§ Material supplied:
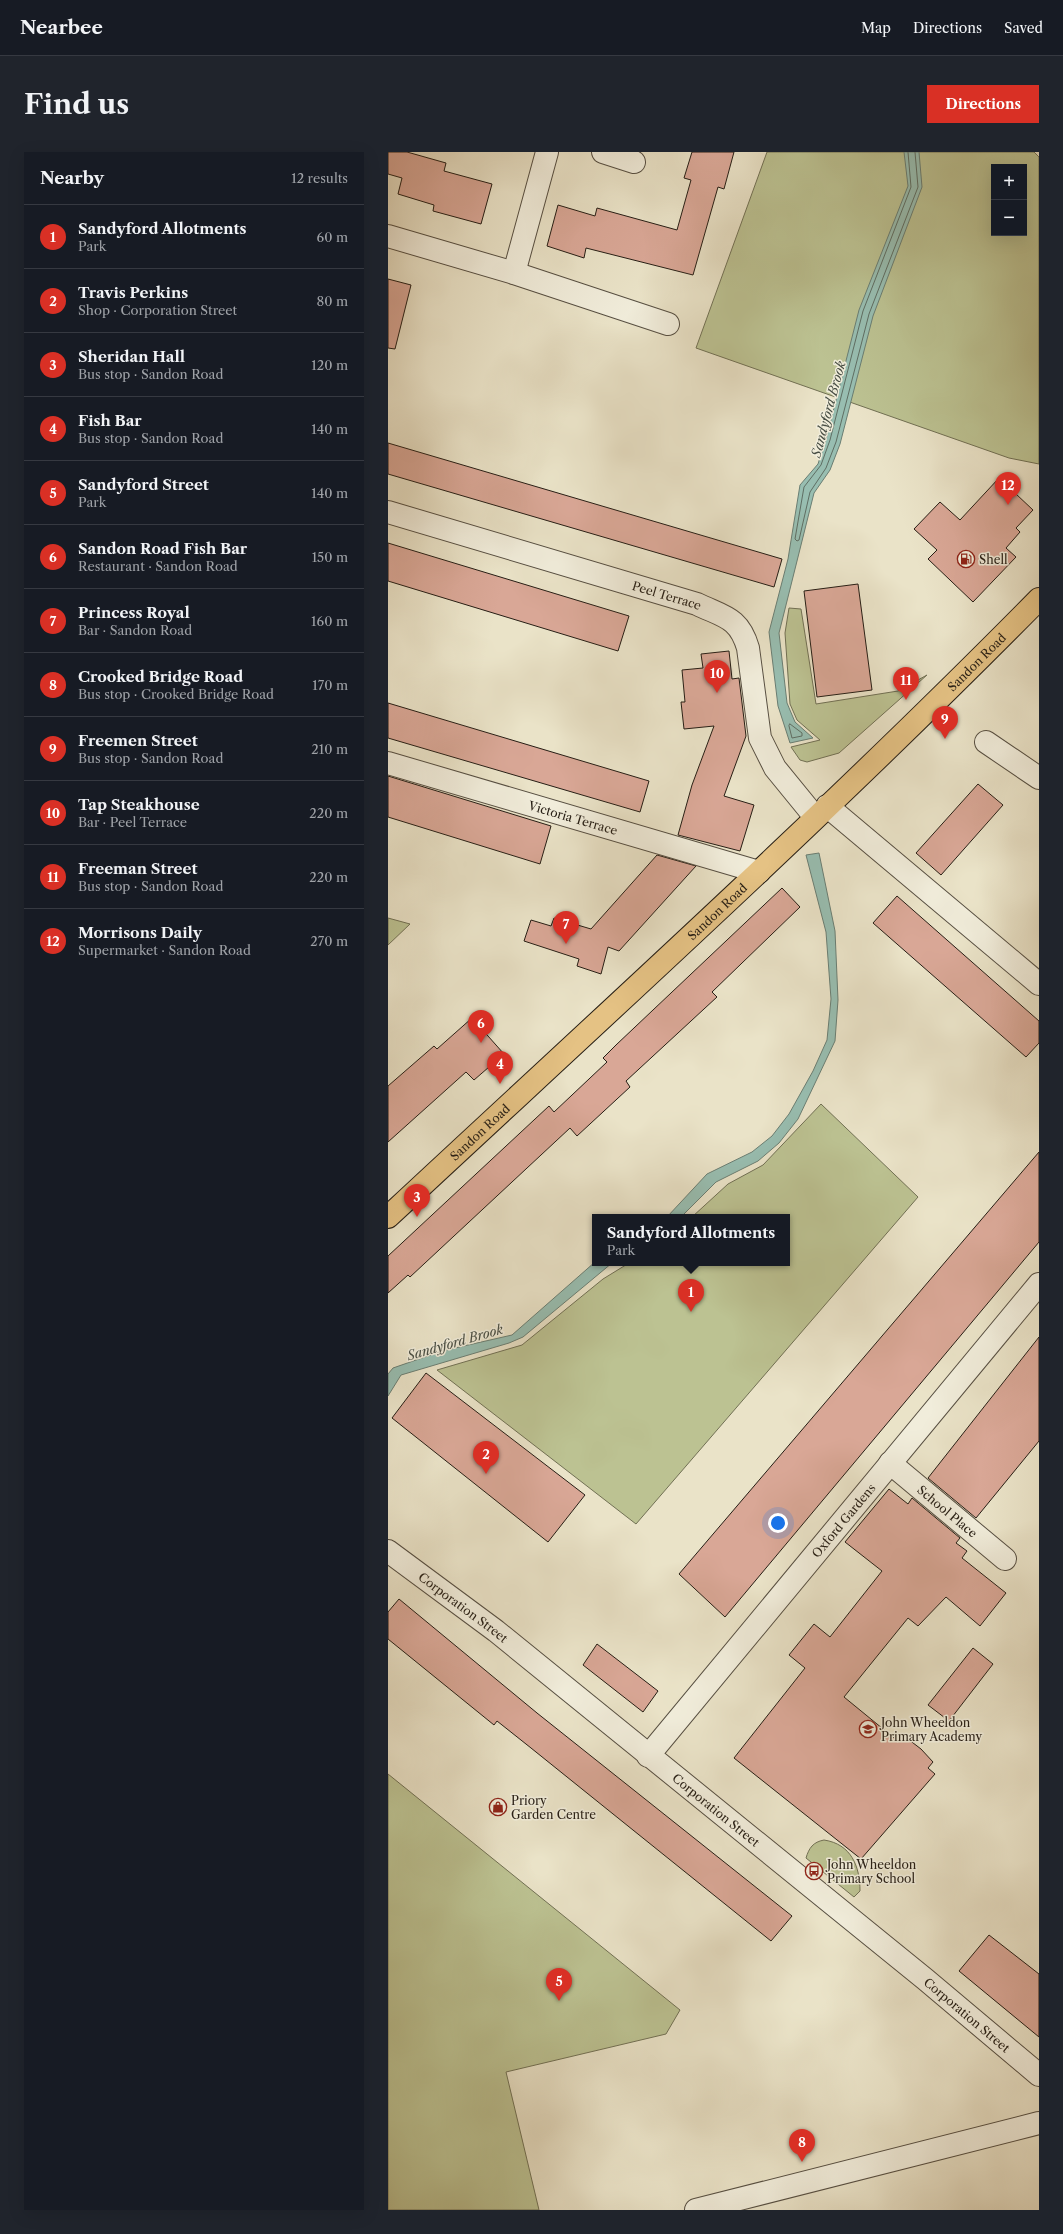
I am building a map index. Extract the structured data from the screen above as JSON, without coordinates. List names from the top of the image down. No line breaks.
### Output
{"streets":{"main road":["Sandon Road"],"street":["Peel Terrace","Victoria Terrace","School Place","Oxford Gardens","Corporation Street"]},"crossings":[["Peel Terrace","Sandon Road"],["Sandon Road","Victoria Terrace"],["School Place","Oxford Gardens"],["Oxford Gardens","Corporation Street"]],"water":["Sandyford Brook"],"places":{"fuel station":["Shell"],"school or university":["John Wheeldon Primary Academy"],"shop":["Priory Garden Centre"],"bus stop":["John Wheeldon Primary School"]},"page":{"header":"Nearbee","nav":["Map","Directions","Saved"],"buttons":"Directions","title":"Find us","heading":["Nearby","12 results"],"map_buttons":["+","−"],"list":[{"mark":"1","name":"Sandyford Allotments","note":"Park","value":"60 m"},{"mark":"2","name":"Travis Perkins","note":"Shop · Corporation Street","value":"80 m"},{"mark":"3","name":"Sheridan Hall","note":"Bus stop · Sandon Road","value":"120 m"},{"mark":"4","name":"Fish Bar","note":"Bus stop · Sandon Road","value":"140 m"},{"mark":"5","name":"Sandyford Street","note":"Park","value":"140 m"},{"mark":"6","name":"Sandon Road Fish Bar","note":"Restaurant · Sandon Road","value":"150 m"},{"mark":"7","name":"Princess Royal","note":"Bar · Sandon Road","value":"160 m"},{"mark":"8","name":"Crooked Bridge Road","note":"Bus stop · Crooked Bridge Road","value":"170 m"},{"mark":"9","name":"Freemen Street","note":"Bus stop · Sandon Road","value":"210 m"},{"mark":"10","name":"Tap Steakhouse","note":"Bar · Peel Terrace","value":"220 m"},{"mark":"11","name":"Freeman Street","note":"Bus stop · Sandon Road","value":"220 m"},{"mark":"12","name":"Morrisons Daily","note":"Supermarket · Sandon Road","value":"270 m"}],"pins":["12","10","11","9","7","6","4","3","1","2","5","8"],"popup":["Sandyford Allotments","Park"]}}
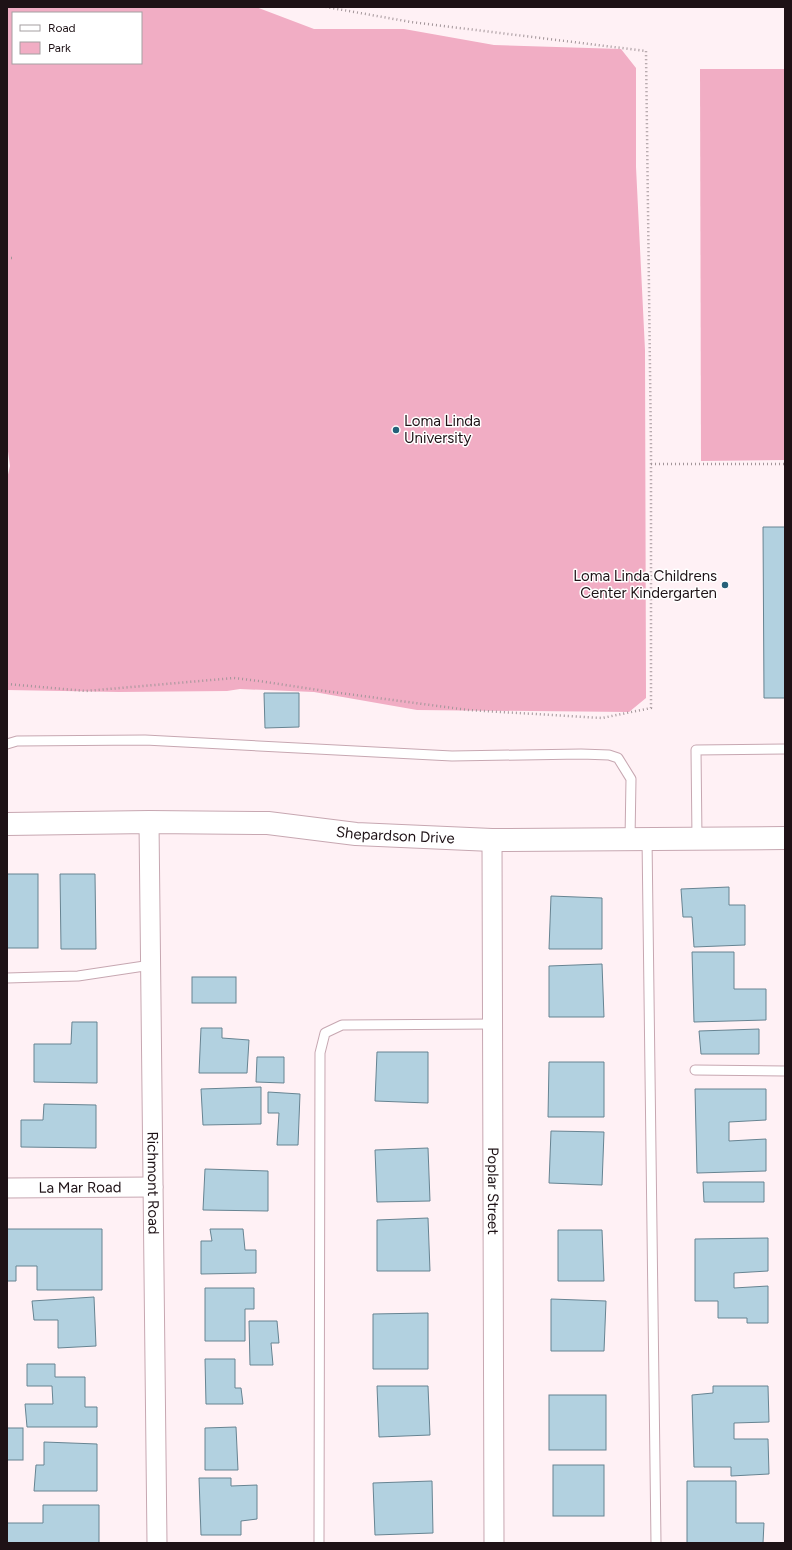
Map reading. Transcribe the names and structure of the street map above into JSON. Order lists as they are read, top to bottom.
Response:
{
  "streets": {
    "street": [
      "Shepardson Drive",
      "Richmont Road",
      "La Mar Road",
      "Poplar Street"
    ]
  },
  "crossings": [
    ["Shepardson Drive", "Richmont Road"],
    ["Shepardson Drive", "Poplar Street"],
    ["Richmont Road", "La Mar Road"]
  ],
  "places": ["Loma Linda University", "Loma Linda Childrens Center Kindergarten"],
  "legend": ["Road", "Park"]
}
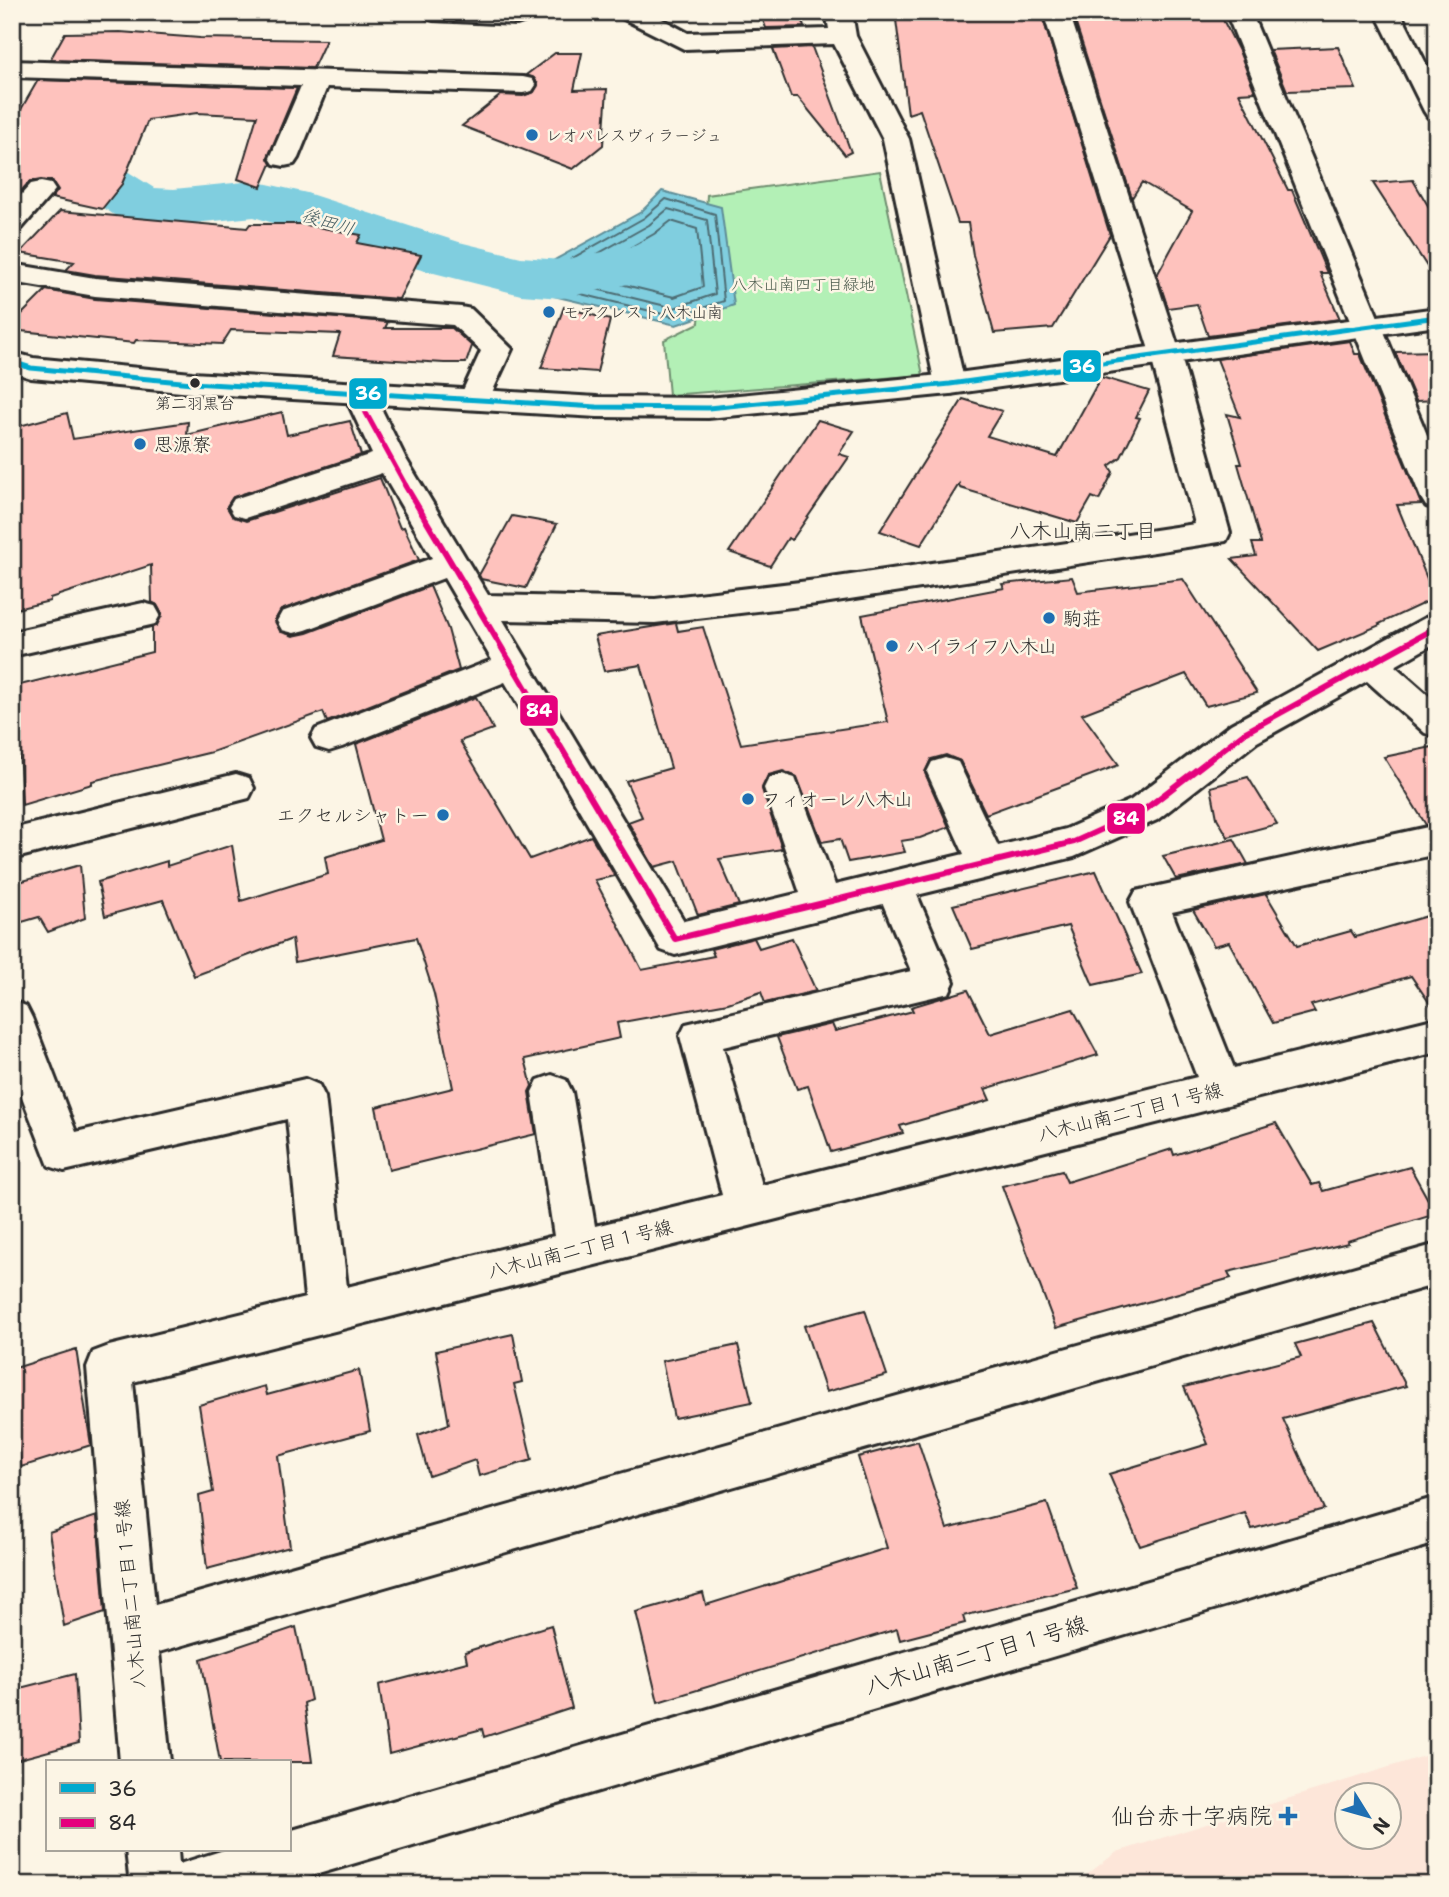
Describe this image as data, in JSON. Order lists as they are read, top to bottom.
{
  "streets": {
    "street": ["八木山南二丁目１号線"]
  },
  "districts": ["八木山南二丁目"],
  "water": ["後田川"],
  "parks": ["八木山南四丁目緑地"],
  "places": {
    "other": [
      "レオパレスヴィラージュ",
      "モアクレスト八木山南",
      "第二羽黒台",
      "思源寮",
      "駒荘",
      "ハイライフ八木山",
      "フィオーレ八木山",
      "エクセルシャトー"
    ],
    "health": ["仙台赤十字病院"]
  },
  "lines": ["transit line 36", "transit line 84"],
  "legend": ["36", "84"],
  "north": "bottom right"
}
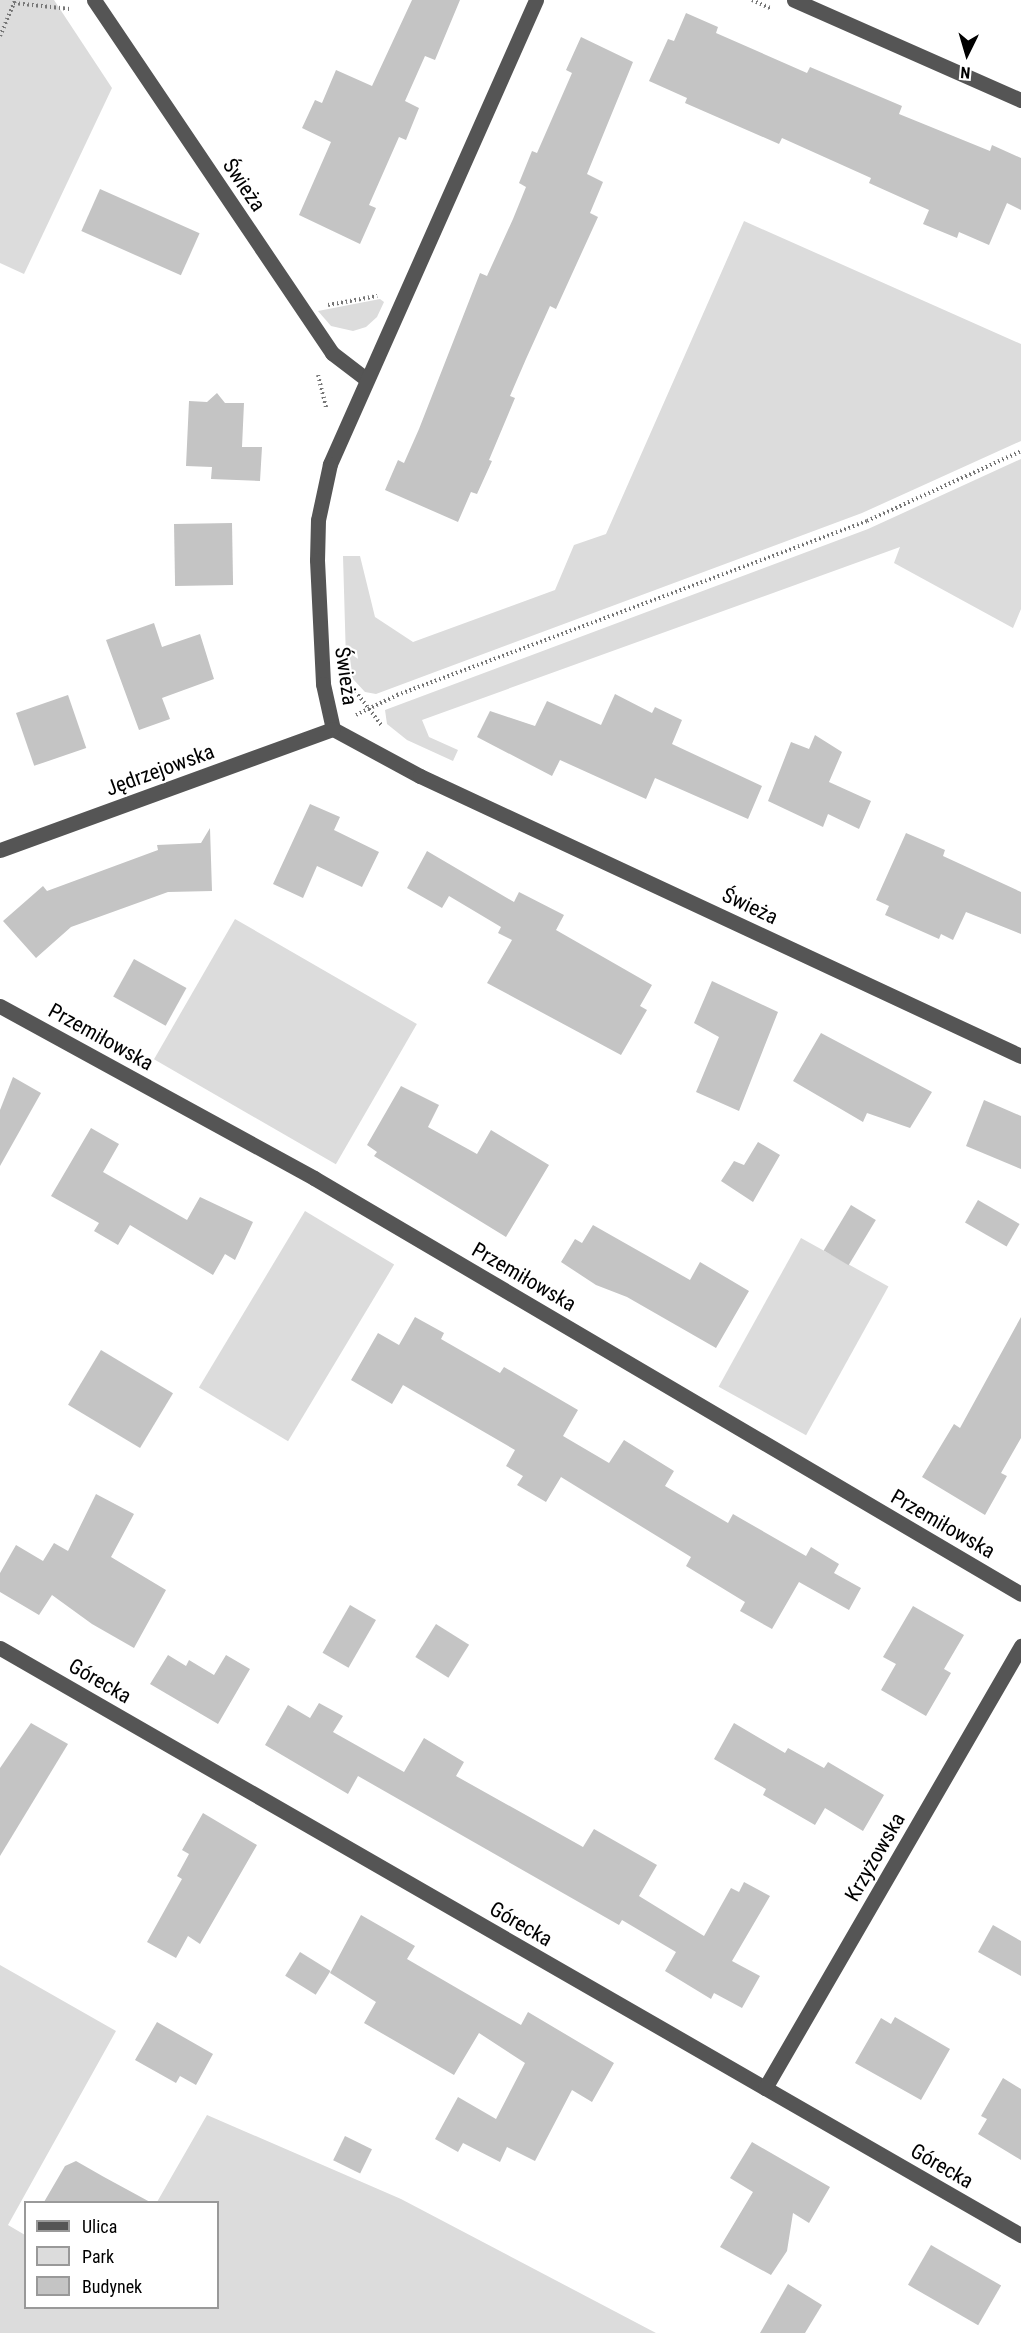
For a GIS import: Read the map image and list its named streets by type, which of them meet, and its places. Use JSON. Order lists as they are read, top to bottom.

§ Problem requirements:
Find every line in the records above that contains the word "names", and copy each one.

§ Final answer:
I am building a map index. Extract the structured data from the screen above as JSON, without coordinates. List names from the top of the image down. No line breaks.
Map reading. Transcribe the names and structure of the street map above into JSON. Order lists as they are read, top to bottom.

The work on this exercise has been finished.